• **WHAT THE EXERCISE ASKS**:
Reproduce each entry below exactly as it appears.

Stored data entries
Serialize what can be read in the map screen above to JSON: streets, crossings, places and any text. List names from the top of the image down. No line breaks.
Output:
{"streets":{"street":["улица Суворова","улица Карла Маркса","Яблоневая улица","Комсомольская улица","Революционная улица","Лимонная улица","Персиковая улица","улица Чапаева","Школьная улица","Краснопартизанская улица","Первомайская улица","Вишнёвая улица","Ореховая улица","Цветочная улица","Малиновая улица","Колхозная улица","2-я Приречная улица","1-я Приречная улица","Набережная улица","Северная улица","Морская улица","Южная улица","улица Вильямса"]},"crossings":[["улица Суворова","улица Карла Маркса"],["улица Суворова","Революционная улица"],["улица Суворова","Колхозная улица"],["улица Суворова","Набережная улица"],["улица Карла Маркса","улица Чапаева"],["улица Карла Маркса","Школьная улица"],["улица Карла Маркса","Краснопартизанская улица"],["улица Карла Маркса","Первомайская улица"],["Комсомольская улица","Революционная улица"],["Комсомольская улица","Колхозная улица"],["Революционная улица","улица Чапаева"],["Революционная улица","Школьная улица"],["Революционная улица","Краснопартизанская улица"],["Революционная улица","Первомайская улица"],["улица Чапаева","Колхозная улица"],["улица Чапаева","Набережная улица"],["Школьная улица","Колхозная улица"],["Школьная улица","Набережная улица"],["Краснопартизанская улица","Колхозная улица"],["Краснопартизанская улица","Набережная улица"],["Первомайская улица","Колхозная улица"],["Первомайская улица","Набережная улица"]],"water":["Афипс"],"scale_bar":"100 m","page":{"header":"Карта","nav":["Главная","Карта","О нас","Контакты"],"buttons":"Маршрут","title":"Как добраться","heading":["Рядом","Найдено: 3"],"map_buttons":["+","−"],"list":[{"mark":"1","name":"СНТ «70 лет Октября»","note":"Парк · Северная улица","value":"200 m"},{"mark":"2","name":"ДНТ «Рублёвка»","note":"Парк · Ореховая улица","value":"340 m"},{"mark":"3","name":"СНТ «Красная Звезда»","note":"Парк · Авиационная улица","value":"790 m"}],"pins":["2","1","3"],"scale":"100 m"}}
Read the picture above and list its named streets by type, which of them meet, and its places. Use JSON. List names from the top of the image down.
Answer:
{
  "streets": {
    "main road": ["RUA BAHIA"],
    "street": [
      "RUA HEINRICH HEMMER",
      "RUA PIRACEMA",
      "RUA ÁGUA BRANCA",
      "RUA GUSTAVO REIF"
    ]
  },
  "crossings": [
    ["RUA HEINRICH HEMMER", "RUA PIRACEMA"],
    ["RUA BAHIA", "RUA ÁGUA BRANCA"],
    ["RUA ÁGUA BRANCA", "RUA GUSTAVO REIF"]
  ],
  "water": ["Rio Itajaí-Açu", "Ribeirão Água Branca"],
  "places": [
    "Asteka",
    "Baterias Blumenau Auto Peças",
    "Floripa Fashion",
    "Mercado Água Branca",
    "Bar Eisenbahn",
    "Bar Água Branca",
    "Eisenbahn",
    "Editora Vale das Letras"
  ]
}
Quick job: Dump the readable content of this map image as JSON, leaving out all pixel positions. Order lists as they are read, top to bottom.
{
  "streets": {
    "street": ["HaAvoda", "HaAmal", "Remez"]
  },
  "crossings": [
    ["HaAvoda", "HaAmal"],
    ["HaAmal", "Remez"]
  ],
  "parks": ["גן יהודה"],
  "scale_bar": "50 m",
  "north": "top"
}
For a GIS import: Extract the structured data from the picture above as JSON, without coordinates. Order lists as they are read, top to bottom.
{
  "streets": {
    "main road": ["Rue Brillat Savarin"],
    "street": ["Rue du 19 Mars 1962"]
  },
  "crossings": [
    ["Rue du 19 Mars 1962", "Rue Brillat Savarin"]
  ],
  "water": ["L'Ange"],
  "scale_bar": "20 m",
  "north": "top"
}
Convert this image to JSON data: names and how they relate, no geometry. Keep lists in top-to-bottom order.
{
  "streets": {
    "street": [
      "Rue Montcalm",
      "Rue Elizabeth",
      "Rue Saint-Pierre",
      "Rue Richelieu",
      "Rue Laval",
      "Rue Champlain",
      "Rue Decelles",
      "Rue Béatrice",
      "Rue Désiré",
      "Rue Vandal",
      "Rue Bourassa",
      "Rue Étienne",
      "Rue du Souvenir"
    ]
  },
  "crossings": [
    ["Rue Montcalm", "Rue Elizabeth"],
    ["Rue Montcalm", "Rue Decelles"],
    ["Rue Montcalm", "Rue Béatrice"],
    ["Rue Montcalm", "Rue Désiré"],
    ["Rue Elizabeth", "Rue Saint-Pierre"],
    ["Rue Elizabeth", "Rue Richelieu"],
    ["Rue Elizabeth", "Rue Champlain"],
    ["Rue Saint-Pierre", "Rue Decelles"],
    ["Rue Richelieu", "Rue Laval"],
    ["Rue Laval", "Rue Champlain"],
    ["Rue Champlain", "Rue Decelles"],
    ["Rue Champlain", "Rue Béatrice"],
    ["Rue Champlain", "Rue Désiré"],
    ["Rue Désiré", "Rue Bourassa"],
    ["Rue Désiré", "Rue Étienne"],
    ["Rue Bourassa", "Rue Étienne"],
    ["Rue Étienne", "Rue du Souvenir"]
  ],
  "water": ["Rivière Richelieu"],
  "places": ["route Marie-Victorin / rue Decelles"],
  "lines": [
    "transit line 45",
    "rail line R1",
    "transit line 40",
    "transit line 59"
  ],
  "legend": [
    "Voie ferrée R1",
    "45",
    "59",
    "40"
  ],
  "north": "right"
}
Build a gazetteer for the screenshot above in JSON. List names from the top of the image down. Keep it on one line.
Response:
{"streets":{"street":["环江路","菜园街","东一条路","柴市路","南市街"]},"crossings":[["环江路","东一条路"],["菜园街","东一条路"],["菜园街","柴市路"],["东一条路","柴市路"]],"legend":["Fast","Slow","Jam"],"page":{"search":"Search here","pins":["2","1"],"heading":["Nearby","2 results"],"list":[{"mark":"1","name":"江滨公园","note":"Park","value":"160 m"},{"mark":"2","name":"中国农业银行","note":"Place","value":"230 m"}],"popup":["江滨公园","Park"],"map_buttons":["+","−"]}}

• **ANSWER TO THE PROBLEM**:
Serialize what can be read in the map screen above to JSON: streets, crossings, places and any text. List names from the top of the image down. No line breaks.
Output:
{"streets":{"street":["улица Суворова","улица Карла Маркса","Яблоневая улица","Комсомольская улица","Революционная улица","Лимонная улица","Персиковая улица","улица Чапаева","Школьная улица","Краснопартизанская улица","Первомайская улица","Вишнёвая улица","Ореховая улица","Цветочная улица","Малиновая улица","Колхозная улица","2-я Приречная улица","1-я Приречная улица","Набережная улица","Северная улица","Морская улица","Южная улица","улица Вильямса"]},"crossings":[["улица Суворова","улица Карла Маркса"],["улица Суворова","Революционная улица"],["улица Суворова","Колхозная улица"],["улица Суворова","Набережная улица"],["улица Карла Маркса","улица Чапаева"],["улица Карла Маркса","Школьная улица"],["улица Карла Маркса","Краснопартизанская улица"],["улица Карла Маркса","Первомайская улица"],["Комсомольская улица","Революционная улица"],["Комсомольская улица","Колхозная улица"],["Революционная улица","улица Чапаева"],["Революционная улица","Школьная улица"],["Революционная улица","Краснопартизанская улица"],["Революционная улица","Первомайская улица"],["улица Чапаева","Колхозная улица"],["улица Чапаева","Набережная улица"],["Школьная улица","Колхозная улица"],["Школьная улица","Набережная улица"],["Краснопартизанская улица","Колхозная улица"],["Краснопартизанская улица","Набережная улица"],["Первомайская улица","Колхозная улица"],["Первомайская улица","Набережная улица"]],"water":["Афипс"],"scale_bar":"100 m","page":{"header":"Карта","nav":["Главная","Карта","О нас","Контакты"],"buttons":"Маршрут","title":"Как добраться","heading":["Рядом","Найдено: 3"],"map_buttons":["+","−"],"list":[{"mark":"1","name":"СНТ «70 лет Октября»","note":"Парк · Северная улица","value":"200 m"},{"mark":"2","name":"ДНТ «Рублёвка»","note":"Парк · Ореховая улица","value":"340 m"},{"mark":"3","name":"СНТ «Красная Звезда»","note":"Парк · Авиационная улица","value":"790 m"}],"pins":["2","1","3"],"scale":"100 m"}}
Read the picture above and list its named streets by type, which of them meet, and its places. Use JSON. List names from the top of the image down.
Answer:
{
  "streets": {
    "main road": ["RUA BAHIA"],
    "street": [
      "RUA HEINRICH HEMMER",
      "RUA PIRACEMA",
      "RUA ÁGUA BRANCA",
      "RUA GUSTAVO REIF"
    ]
  },
  "crossings": [
    ["RUA HEINRICH HEMMER", "RUA PIRACEMA"],
    ["RUA BAHIA", "RUA ÁGUA BRANCA"],
    ["RUA ÁGUA BRANCA", "RUA GUSTAVO REIF"]
  ],
  "water": ["Rio Itajaí-Açu", "Ribeirão Água Branca"],
  "places": [
    "Asteka",
    "Baterias Blumenau Auto Peças",
    "Floripa Fashion",
    "Mercado Água Branca",
    "Bar Eisenbahn",
    "Bar Água Branca",
    "Eisenbahn",
    "Editora Vale das Letras"
  ]
}
Quick job: Dump the readable content of this map image as JSON, leaving out all pixel positions. Order lists as they are read, top to bottom.
{
  "streets": {
    "street": ["HaAvoda", "HaAmal", "Remez"]
  },
  "crossings": [
    ["HaAvoda", "HaAmal"],
    ["HaAmal", "Remez"]
  ],
  "parks": ["גן יהודה"],
  "scale_bar": "50 m",
  "north": "top"
}
For a GIS import: Extract the structured data from the picture above as JSON, without coordinates. Order lists as they are read, top to bottom.
{
  "streets": {
    "main road": ["Rue Brillat Savarin"],
    "street": ["Rue du 19 Mars 1962"]
  },
  "crossings": [
    ["Rue du 19 Mars 1962", "Rue Brillat Savarin"]
  ],
  "water": ["L'Ange"],
  "scale_bar": "20 m",
  "north": "top"
}
Convert this image to JSON data: names and how they relate, no geometry. Keep lists in top-to-bottom order.
{
  "streets": {
    "street": [
      "Rue Montcalm",
      "Rue Elizabeth",
      "Rue Saint-Pierre",
      "Rue Richelieu",
      "Rue Laval",
      "Rue Champlain",
      "Rue Decelles",
      "Rue Béatrice",
      "Rue Désiré",
      "Rue Vandal",
      "Rue Bourassa",
      "Rue Étienne",
      "Rue du Souvenir"
    ]
  },
  "crossings": [
    ["Rue Montcalm", "Rue Elizabeth"],
    ["Rue Montcalm", "Rue Decelles"],
    ["Rue Montcalm", "Rue Béatrice"],
    ["Rue Montcalm", "Rue Désiré"],
    ["Rue Elizabeth", "Rue Saint-Pierre"],
    ["Rue Elizabeth", "Rue Richelieu"],
    ["Rue Elizabeth", "Rue Champlain"],
    ["Rue Saint-Pierre", "Rue Decelles"],
    ["Rue Richelieu", "Rue Laval"],
    ["Rue Laval", "Rue Champlain"],
    ["Rue Champlain", "Rue Decelles"],
    ["Rue Champlain", "Rue Béatrice"],
    ["Rue Champlain", "Rue Désiré"],
    ["Rue Désiré", "Rue Bourassa"],
    ["Rue Désiré", "Rue Étienne"],
    ["Rue Bourassa", "Rue Étienne"],
    ["Rue Étienne", "Rue du Souvenir"]
  ],
  "water": ["Rivière Richelieu"],
  "places": ["route Marie-Victorin / rue Decelles"],
  "lines": [
    "transit line 45",
    "rail line R1",
    "transit line 40",
    "transit line 59"
  ],
  "legend": [
    "Voie ferrée R1",
    "45",
    "59",
    "40"
  ],
  "north": "right"
}
Build a gazetteer for the screenshot above in JSON. List names from the top of the image down. Keep it on one line.
Response:
{"streets":{"street":["环江路","菜园街","东一条路","柴市路","南市街"]},"crossings":[["环江路","东一条路"],["菜园街","东一条路"],["菜园街","柴市路"],["东一条路","柴市路"]],"legend":["Fast","Slow","Jam"],"page":{"search":"Search here","pins":["2","1"],"heading":["Nearby","2 results"],"list":[{"mark":"1","name":"江滨公园","note":"Park","value":"160 m"},{"mark":"2","name":"中国农业银行","note":"Place","value":"230 m"}],"popup":["江滨公园","Park"],"map_buttons":["+","−"]}}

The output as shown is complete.